[STUDY MATERIAL Boundary: Start]

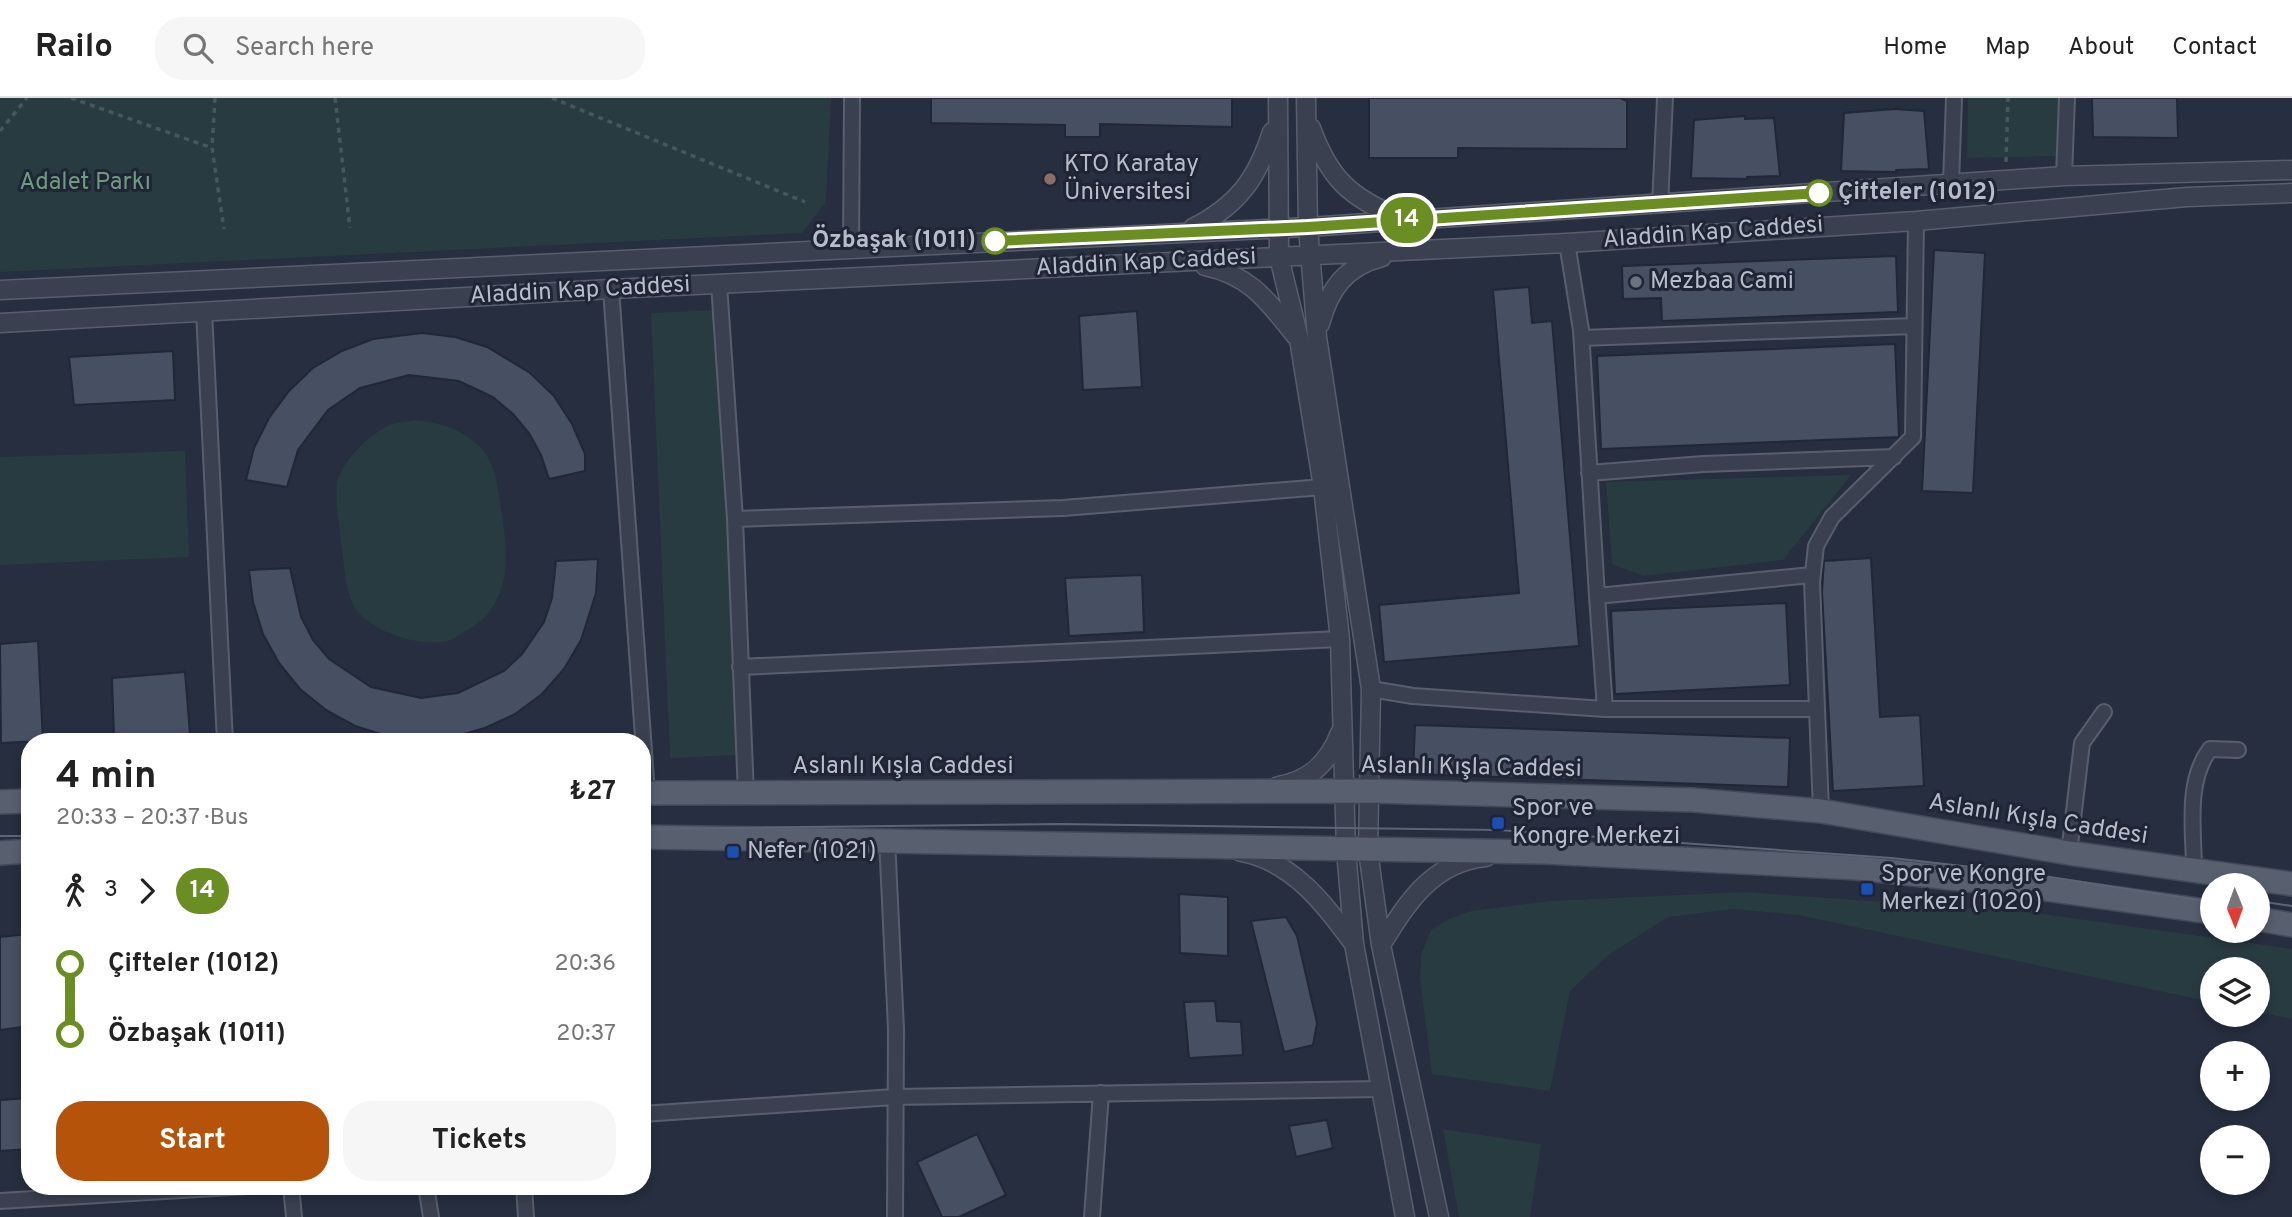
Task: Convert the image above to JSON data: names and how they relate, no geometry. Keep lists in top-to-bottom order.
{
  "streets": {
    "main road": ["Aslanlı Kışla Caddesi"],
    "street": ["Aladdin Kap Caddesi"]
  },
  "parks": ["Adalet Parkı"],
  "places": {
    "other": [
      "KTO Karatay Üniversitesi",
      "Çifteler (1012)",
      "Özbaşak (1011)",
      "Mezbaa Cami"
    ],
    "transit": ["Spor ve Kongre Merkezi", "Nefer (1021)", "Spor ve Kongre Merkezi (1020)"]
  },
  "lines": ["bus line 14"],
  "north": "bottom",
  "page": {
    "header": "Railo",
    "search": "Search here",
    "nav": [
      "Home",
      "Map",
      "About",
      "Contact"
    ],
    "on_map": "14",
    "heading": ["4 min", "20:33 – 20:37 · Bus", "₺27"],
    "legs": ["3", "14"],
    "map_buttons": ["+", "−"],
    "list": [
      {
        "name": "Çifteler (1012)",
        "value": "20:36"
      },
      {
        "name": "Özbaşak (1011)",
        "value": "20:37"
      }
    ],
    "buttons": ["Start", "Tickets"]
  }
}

[STUDY MATERIAL Boundary: End]

**EXERCISE INSTRUCTIONS**
When you repeat the lines above, keep them exact and leave out each image they contain.

**EXERCISE RESPONSE**
Task: Convert the image above to JSON data: names and how they relate, no geometry. Keep lists in top-to-bottom order.
{
  "streets": {
    "main road": ["Aslanlı Kışla Caddesi"],
    "street": ["Aladdin Kap Caddesi"]
  },
  "parks": ["Adalet Parkı"],
  "places": {
    "other": [
      "KTO Karatay Üniversitesi",
      "Çifteler (1012)",
      "Özbaşak (1011)",
      "Mezbaa Cami"
    ],
    "transit": ["Spor ve Kongre Merkezi", "Nefer (1021)", "Spor ve Kongre Merkezi (1020)"]
  },
  "lines": ["bus line 14"],
  "north": "bottom",
  "page": {
    "header": "Railo",
    "search": "Search here",
    "nav": [
      "Home",
      "Map",
      "About",
      "Contact"
    ],
    "on_map": "14",
    "heading": ["4 min", "20:33 – 20:37 · Bus", "₺27"],
    "legs": ["3", "14"],
    "map_buttons": ["+", "−"],
    "list": [
      {
        "name": "Çifteler (1012)",
        "value": "20:36"
      },
      {
        "name": "Özbaşak (1011)",
        "value": "20:37"
      }
    ],
    "buttons": ["Start", "Tickets"]
  }
}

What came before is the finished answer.